For anyone passing through Milne Library, it's worth the time to notice the large photo exhibit that is spread throughout the first floor. The exhibit, titled "Heavens Above," features 29 images of space taken by the Hubble Telescope, several astronomical displays and a large scale model of the solar system.
The traveling exhibit, organized by the Space Telescope Science Institute and the Alden B. Dow Museum of Science and sponsored by Geneseo's Corporate and Business Partners, opened Aug. 27 and will remain open until the end of the semester.
According to Tracy Paradis, a Milne reference librarian who oversees the exhibit, "This is the only place in New York State where this exhibit will stop and it is the biggest display Milne Library has ever had."
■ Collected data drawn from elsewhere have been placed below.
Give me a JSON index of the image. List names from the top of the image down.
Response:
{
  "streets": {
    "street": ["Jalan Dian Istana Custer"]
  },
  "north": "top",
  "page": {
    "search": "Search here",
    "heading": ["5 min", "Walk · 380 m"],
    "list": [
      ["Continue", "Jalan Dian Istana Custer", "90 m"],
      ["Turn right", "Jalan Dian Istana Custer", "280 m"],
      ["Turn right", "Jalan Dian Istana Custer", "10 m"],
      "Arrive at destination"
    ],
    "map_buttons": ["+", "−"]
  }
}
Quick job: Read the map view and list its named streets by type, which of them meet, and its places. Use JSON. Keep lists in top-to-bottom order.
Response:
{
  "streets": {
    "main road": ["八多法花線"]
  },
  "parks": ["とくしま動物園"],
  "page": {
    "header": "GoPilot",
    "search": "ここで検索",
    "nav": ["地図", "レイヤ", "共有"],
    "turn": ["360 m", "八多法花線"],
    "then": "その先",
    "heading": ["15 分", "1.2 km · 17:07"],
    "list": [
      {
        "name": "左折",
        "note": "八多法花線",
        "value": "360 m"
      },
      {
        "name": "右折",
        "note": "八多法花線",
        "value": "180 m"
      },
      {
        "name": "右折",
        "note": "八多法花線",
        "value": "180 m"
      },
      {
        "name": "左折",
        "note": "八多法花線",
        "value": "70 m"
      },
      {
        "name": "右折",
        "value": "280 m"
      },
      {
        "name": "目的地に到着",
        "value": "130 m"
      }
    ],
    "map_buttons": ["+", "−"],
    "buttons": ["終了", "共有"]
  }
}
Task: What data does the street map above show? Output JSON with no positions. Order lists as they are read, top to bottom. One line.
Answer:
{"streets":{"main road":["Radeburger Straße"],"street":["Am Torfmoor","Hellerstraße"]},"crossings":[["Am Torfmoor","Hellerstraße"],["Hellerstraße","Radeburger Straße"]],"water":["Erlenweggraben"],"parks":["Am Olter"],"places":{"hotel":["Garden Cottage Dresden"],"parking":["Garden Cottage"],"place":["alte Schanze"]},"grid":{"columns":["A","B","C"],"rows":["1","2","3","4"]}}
Paradis said that the idea for bringing "Heavens Above" to the college began when Ed Rivenburgh, director of the library, saw the exhibit at a conference.
The grand opening, on Sept. 7, featured a presentation entitled "An Evening with the Stars," presented by Dr. Matthew Bobrowsky, an astronomer at the STSI. The lecture focused on the Hubble Space Telescope.
"Over 150 people were at the first lecture, which was followed by the opportunity to see the new telescope on the roof in the Integrated Science Building," said Paradis.
Student response to the exhibit has been very positive. Some believe that the display is a great idea but haven't had the time to stop and take a look. Those who have taken the time to look at the colorful images have said they appreciate them. Sophomore Jerome Han found that the arrangement "gets you out of the atmosphere of school for a while."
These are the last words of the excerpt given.